- Opening Delimiter -

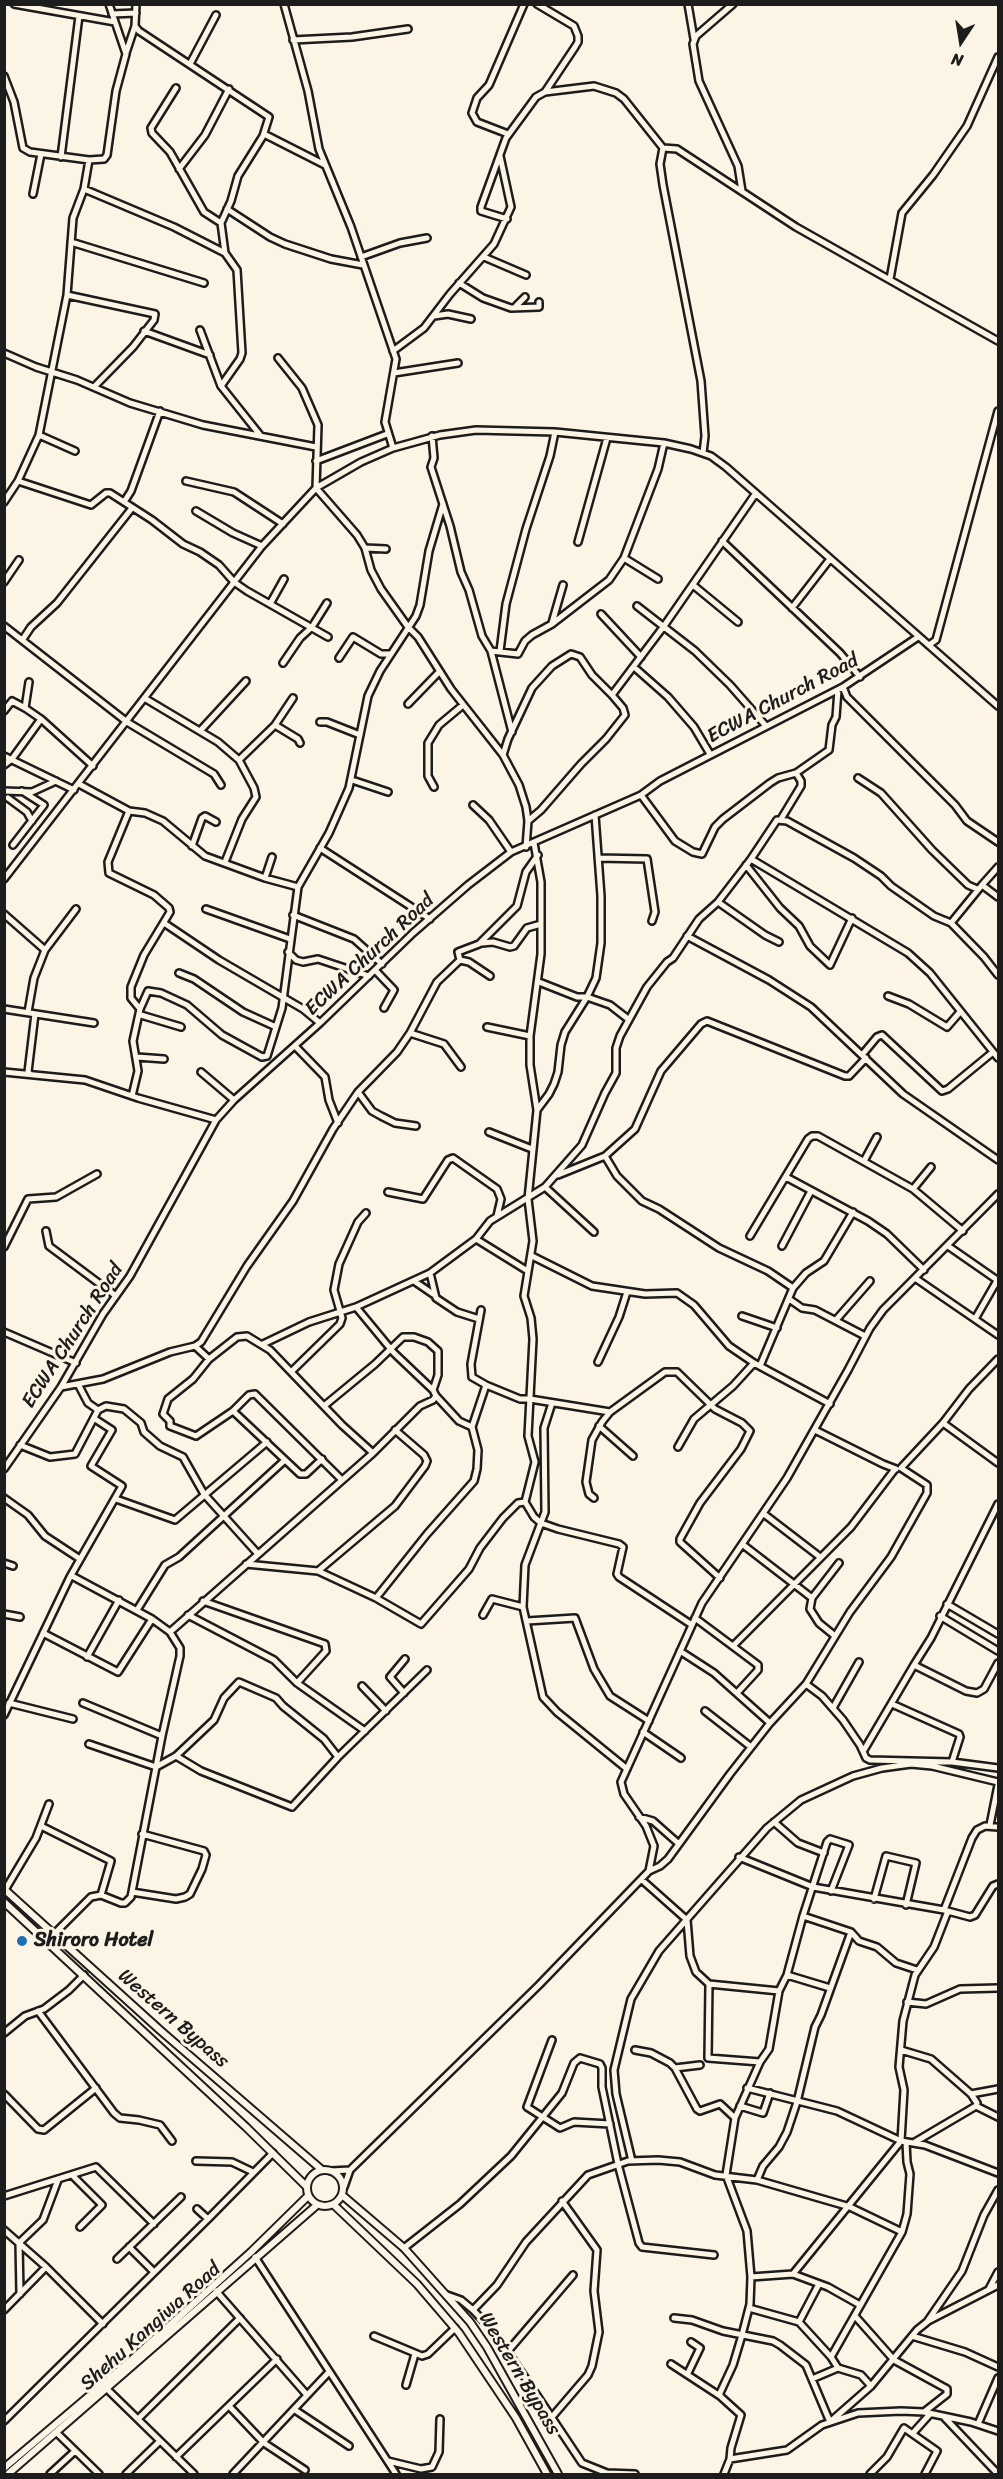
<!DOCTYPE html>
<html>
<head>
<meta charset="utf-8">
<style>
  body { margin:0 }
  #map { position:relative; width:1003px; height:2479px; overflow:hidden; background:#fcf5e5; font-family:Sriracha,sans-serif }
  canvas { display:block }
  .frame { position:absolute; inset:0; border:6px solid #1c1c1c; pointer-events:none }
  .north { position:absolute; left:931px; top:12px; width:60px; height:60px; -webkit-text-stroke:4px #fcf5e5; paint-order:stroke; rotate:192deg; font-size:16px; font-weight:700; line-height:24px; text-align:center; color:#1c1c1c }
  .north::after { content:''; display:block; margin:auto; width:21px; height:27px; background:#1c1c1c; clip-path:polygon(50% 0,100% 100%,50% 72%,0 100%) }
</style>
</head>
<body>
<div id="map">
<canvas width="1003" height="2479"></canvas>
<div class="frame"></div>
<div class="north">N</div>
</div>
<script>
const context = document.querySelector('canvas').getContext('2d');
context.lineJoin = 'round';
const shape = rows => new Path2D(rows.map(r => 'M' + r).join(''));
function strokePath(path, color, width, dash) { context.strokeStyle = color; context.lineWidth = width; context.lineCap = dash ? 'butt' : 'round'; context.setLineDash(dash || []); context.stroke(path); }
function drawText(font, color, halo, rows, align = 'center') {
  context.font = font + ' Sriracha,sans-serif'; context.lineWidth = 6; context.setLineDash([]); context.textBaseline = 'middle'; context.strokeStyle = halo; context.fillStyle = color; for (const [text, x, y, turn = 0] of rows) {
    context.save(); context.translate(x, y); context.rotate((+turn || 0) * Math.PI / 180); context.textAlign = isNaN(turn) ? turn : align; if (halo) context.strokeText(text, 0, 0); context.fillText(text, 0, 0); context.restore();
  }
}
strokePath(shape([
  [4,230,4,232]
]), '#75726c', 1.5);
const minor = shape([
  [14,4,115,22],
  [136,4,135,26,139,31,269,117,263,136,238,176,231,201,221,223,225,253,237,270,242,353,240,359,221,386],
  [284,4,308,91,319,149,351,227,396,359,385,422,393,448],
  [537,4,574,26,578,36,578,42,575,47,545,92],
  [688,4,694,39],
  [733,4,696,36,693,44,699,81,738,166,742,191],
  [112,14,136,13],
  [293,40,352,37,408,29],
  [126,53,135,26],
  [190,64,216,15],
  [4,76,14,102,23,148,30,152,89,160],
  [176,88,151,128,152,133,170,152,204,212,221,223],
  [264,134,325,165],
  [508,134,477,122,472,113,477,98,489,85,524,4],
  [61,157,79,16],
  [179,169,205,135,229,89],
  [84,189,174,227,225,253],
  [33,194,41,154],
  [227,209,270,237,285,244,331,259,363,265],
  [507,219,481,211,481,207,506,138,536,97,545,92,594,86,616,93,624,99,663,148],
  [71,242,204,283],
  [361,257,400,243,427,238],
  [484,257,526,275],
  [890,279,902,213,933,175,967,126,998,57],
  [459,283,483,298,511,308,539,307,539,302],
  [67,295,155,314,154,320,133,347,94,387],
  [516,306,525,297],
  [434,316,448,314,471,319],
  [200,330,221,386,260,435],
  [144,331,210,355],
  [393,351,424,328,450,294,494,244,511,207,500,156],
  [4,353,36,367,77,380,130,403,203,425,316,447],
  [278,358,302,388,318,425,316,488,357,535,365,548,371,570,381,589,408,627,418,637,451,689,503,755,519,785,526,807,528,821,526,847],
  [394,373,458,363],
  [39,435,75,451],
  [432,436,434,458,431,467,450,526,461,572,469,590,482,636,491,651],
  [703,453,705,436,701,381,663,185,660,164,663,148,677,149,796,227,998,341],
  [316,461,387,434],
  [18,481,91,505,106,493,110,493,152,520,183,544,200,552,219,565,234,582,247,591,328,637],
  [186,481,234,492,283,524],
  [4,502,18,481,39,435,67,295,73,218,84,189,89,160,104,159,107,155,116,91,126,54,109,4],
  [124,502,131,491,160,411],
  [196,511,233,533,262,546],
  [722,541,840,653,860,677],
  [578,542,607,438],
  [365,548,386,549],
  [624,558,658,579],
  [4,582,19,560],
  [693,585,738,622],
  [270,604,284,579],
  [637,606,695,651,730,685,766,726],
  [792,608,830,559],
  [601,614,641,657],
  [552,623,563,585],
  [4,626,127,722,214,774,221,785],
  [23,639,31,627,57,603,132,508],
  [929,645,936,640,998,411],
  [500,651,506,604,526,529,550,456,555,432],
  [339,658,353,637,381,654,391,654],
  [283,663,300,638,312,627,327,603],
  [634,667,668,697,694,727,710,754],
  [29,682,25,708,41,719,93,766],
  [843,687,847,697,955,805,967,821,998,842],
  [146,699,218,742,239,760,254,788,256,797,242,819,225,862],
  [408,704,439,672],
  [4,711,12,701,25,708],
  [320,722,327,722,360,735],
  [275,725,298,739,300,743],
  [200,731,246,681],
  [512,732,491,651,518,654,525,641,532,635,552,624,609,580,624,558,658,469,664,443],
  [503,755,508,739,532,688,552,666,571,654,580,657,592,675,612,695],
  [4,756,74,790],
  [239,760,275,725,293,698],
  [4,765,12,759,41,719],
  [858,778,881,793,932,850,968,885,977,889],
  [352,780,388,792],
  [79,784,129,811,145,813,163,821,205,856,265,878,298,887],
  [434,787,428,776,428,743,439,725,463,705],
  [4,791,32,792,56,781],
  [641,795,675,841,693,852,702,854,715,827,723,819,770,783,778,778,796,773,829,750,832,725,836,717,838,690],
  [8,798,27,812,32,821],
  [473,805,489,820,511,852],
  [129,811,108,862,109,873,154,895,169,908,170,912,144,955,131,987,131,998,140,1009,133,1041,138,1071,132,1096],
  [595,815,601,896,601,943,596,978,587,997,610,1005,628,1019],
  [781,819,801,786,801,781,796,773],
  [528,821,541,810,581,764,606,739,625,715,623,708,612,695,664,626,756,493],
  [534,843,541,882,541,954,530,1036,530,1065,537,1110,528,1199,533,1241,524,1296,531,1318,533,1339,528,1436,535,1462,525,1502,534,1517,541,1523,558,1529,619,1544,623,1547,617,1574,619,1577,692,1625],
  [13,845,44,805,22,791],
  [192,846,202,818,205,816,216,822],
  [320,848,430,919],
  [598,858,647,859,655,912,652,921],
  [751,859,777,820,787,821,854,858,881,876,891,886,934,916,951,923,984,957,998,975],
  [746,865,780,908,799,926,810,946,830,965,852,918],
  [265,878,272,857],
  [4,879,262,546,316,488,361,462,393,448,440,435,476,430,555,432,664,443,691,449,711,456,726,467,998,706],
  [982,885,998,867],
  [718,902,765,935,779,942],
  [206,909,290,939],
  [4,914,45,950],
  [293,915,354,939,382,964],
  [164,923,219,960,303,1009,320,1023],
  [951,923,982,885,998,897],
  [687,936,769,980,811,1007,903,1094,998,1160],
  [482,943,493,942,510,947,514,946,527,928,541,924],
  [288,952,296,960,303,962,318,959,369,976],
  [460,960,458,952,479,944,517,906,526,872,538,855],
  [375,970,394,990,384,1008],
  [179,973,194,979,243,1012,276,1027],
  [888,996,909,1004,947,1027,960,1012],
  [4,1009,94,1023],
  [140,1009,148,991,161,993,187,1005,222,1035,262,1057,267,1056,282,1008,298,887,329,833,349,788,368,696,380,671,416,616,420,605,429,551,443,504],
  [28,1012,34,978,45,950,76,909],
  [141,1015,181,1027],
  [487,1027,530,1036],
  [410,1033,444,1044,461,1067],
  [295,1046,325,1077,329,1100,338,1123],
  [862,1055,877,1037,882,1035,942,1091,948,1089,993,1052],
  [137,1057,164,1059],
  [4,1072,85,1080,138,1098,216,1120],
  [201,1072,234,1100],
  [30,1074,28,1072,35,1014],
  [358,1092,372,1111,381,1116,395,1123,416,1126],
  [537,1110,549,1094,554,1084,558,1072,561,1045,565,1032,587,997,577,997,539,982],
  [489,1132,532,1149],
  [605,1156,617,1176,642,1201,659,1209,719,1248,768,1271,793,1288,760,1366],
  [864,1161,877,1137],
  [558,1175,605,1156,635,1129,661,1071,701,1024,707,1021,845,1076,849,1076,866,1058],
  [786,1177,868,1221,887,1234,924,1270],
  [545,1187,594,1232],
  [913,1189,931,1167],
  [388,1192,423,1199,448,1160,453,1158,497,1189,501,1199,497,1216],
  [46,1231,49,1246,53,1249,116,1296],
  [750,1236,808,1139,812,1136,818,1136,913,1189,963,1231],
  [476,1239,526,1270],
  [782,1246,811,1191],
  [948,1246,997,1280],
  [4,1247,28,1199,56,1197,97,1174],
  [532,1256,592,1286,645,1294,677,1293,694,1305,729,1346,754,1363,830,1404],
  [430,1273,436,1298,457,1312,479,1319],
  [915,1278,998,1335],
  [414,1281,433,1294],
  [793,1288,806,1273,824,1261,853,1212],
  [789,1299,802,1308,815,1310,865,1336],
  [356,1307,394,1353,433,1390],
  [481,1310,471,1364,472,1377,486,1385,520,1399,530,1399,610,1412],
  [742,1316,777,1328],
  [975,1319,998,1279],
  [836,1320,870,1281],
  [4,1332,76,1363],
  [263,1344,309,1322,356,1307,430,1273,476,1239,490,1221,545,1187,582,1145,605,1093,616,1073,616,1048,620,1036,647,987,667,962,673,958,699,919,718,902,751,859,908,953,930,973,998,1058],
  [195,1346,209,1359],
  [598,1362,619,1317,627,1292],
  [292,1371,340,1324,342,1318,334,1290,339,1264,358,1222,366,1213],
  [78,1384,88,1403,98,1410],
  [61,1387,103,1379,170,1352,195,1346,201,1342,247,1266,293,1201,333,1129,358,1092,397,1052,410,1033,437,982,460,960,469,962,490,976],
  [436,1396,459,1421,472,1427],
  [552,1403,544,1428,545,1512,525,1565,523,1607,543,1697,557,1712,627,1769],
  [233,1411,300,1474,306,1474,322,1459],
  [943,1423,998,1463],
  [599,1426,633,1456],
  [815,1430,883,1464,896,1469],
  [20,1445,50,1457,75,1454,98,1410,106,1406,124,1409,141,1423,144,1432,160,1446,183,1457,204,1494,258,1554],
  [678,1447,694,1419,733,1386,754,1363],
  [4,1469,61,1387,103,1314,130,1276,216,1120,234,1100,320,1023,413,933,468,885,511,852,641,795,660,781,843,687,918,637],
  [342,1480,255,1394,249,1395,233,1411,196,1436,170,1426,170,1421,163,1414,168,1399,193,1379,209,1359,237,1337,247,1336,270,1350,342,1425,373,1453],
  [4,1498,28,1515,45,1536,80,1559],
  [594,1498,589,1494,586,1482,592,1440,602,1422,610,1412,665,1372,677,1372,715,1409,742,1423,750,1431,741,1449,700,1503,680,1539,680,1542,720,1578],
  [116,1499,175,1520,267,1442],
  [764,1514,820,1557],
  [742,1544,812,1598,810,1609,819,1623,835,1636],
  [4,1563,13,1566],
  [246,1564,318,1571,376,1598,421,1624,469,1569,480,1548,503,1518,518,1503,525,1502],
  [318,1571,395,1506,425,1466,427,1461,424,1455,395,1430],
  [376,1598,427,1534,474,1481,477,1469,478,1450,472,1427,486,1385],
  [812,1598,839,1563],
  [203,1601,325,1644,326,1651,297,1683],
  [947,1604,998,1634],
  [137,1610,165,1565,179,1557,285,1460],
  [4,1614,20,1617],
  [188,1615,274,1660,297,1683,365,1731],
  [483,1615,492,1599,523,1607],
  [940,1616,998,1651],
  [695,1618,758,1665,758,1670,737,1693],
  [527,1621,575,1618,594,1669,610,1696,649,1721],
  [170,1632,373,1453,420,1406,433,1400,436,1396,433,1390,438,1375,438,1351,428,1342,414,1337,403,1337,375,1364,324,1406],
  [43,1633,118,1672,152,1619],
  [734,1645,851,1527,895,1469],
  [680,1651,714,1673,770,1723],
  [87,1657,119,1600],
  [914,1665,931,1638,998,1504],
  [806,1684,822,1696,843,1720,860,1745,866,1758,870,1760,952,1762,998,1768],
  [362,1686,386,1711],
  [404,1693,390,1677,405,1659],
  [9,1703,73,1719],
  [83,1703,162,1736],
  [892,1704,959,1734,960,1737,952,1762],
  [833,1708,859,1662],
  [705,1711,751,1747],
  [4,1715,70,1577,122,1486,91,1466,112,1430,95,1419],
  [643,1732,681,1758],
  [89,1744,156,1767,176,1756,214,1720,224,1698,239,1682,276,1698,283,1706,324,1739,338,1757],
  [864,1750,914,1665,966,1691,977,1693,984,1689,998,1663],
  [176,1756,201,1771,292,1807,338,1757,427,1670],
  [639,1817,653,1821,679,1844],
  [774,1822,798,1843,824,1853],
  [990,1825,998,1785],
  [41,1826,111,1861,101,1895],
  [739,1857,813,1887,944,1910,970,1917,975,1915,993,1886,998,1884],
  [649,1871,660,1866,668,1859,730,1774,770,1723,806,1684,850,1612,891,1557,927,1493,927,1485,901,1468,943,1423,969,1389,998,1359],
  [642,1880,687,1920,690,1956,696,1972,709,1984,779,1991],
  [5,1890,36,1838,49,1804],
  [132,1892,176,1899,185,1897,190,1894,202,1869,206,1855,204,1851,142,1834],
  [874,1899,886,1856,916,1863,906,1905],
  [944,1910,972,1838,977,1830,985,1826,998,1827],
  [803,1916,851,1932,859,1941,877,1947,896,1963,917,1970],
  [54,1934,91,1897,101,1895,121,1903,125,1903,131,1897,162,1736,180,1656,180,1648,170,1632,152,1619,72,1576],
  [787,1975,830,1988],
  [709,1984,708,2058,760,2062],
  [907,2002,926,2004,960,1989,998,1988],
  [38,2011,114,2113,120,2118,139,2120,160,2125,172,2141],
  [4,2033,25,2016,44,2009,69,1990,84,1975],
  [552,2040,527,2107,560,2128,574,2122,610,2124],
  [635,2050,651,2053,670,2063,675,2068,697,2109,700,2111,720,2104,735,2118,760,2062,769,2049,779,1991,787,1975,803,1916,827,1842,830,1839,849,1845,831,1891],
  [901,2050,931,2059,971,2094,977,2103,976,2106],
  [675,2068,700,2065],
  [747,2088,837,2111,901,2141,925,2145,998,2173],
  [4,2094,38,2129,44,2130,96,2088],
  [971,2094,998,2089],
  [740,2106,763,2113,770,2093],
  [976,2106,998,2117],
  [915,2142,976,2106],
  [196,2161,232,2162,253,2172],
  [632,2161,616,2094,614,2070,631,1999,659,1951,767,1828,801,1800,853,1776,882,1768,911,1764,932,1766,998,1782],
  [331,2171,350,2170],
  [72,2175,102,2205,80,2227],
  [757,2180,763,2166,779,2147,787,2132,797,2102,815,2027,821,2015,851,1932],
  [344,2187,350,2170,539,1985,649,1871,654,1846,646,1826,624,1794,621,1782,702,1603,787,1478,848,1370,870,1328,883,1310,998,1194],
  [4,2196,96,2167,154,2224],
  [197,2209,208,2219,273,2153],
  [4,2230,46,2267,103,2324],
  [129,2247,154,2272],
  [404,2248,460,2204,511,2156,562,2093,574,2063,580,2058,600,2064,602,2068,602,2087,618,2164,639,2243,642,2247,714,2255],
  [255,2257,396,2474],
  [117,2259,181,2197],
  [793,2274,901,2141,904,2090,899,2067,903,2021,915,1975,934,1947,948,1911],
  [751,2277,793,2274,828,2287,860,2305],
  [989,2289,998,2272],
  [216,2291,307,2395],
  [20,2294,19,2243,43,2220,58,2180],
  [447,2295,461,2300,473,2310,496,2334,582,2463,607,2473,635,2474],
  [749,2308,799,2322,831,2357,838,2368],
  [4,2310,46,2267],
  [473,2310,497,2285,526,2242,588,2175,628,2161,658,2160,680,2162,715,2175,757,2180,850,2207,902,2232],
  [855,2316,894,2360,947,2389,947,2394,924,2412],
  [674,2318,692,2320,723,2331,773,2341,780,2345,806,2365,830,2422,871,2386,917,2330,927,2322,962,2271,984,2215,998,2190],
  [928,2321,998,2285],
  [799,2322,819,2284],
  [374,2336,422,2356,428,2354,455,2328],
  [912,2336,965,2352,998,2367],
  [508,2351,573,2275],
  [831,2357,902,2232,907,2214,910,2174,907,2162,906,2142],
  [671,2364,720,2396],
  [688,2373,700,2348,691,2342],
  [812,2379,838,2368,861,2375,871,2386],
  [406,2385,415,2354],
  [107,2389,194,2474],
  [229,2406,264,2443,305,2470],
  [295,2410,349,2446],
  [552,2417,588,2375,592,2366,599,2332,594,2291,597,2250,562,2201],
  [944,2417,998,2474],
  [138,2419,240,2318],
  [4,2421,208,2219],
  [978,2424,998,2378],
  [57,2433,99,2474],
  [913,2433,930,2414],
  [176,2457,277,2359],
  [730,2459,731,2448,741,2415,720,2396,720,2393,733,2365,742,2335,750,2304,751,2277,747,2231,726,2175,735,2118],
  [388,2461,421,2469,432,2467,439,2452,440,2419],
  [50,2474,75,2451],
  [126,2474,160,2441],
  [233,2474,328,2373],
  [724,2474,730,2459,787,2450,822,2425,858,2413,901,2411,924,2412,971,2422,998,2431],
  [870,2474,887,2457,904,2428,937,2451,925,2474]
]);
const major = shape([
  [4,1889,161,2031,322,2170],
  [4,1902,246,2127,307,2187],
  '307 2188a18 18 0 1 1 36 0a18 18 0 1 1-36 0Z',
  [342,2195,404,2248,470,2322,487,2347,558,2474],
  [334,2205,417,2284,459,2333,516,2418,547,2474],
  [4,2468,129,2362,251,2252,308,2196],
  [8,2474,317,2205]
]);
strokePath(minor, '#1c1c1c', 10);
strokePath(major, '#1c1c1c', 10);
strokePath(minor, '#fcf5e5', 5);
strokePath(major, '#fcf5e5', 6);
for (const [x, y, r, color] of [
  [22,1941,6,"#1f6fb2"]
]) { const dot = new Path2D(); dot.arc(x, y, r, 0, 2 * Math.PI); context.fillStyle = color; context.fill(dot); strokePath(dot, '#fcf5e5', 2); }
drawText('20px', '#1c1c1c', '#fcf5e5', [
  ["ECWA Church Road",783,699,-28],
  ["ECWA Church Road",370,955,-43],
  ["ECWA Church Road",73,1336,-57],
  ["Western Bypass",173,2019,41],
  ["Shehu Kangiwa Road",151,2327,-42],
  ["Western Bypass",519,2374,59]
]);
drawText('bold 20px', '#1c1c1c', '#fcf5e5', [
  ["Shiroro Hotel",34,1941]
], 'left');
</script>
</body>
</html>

- Closing Delimiter -

**WHAT IS REQUIRED:** The lines above from the one with "position:absolute; inset:0; border:6px" through the one with "position:absolute; left:931px; top:12px;" are to be duplicated exactly, ends included, with nothing added.

**EXERCISE OUTPUT:**
  .frame { position:absolute; inset:0; border:6px solid #1c1c1c; pointer-events:none }
  .north { position:absolute; left:931px; top:12px; width:60px; height:60px; -webkit-text-stroke:4px #fcf5e5; paint-order:stroke; rotate:192deg; font-size:16px; font-weight:700; line-height:24px; text-align:center; color:#1c1c1c }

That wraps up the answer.